— Как это он определил? — очень искренне возмутился Олег.
— Очень просто. Я тяну, например, ногу. Хорошо тяну, долго, правильно и, может, даже и красиво. Но выше того, чем тяну сейчас, я уж не смогу никогда, возможности мои ограничены природными данными. Или стою я на пуантах — правильно и надежно, но ровнее, чем сейчас, ногу поставить я уж не смогу никогда и ни за что. И я ушла из балета — не то, чтобы обиделась, просто подумала, что надо искать другое дело, где способности мои не ограничены. Сунулась вот в художественную гимнастику, пыталась даже в фигурное катание, но отовсюду меня вежливо попросили.
— Да как же это так? — уж вовсе возмущенно и даже воинственно, словно бы готовясь броситься на защиту несправедливо обиженной Виолетты воскликнул Олег. — Ведь из балета-то тебя не попросили, ты же сама ушла?
— Это потому, что балерины требуются всякие, а гимнасты и фигуристы (я имею в виду любительский спорт, а не ревю и цирк) нужны только выдающиеся, потому берут тех лишь, у кого есть перспективы стать самыми первыми.

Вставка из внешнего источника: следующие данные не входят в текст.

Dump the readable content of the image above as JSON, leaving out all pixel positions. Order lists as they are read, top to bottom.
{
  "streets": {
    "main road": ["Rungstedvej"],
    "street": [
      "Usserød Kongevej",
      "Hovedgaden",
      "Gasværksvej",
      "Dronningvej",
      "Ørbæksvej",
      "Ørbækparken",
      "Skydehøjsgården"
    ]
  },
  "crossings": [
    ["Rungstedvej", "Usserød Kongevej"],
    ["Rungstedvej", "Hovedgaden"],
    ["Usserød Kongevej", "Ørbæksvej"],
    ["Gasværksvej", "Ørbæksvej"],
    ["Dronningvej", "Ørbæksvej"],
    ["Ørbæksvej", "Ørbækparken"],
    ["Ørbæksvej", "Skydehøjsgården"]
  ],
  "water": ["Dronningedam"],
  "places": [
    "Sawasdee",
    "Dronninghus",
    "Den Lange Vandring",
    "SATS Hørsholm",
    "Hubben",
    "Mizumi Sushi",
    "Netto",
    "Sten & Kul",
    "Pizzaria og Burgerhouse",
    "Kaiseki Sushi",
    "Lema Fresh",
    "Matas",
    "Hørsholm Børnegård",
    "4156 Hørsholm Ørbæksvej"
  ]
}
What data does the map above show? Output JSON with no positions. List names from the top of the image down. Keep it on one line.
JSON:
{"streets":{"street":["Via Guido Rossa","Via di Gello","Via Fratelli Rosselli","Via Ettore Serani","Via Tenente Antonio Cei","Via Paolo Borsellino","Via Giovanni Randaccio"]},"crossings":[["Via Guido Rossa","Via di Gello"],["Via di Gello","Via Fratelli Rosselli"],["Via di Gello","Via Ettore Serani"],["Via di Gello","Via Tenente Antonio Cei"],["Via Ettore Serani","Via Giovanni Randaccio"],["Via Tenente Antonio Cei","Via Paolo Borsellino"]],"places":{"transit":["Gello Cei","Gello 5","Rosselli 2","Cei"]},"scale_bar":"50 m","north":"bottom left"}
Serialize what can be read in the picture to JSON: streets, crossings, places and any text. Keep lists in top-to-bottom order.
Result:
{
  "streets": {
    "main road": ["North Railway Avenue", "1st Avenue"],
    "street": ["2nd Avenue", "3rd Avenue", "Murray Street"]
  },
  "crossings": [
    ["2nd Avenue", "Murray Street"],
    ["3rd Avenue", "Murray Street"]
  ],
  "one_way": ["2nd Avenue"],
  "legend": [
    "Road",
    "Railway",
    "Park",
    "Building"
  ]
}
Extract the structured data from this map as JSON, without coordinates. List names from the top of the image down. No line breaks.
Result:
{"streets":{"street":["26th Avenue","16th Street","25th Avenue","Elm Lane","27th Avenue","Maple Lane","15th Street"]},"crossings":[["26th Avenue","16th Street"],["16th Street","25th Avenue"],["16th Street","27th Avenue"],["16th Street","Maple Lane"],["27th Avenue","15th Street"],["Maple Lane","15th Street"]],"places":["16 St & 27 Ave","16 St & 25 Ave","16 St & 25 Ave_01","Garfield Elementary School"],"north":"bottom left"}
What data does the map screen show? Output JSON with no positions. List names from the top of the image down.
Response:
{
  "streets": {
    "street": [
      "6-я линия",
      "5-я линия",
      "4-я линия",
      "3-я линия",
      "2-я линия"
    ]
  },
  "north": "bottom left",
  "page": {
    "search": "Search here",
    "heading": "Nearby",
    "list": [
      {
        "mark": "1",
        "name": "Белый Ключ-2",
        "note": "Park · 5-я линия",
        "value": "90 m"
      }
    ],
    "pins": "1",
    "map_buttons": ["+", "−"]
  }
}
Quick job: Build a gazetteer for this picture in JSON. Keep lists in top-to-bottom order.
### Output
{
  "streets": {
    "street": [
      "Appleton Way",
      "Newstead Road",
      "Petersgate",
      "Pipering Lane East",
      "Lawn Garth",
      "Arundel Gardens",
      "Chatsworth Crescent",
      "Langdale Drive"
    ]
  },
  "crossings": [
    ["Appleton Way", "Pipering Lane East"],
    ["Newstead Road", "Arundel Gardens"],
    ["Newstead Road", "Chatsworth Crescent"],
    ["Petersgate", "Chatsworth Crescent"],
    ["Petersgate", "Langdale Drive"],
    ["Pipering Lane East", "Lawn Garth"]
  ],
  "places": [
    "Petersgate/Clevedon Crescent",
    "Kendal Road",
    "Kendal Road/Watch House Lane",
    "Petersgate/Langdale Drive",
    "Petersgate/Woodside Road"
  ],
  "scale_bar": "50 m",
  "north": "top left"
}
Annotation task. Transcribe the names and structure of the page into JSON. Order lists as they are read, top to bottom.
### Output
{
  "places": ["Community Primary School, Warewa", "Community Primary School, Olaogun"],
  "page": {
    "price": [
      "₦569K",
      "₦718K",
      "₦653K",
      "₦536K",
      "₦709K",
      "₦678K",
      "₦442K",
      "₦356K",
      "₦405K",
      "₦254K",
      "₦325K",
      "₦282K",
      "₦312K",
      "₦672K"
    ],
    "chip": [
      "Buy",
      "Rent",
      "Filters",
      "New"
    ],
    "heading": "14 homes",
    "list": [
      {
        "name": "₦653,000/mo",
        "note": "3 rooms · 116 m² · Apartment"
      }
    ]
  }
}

Олег не нашел что возразить. Виолетта измученно присела на диван. Настоялась неопределенная, несколько даже тревожная тишина. Олег лихорадочно думал, как бы нарушить ее и восстановить с Виолеттой отношения доверия и простоты.
— Значит, ты зря столько лет занималась балетом? — спросил, чтобы хоть что-то спросить.
— Нет, не зря. По крайней мере, я понимаю его, чувствую, переживаю, вот как сегодня. — Улыбка обозначилась на ее лице. Она легко поднялась, подошла к Олегу и положила ему руки на плечи. — Знаешь, я один раз на спектакле в Большом театре так разревелась, что меня целых три ряда зрителей успокаивали.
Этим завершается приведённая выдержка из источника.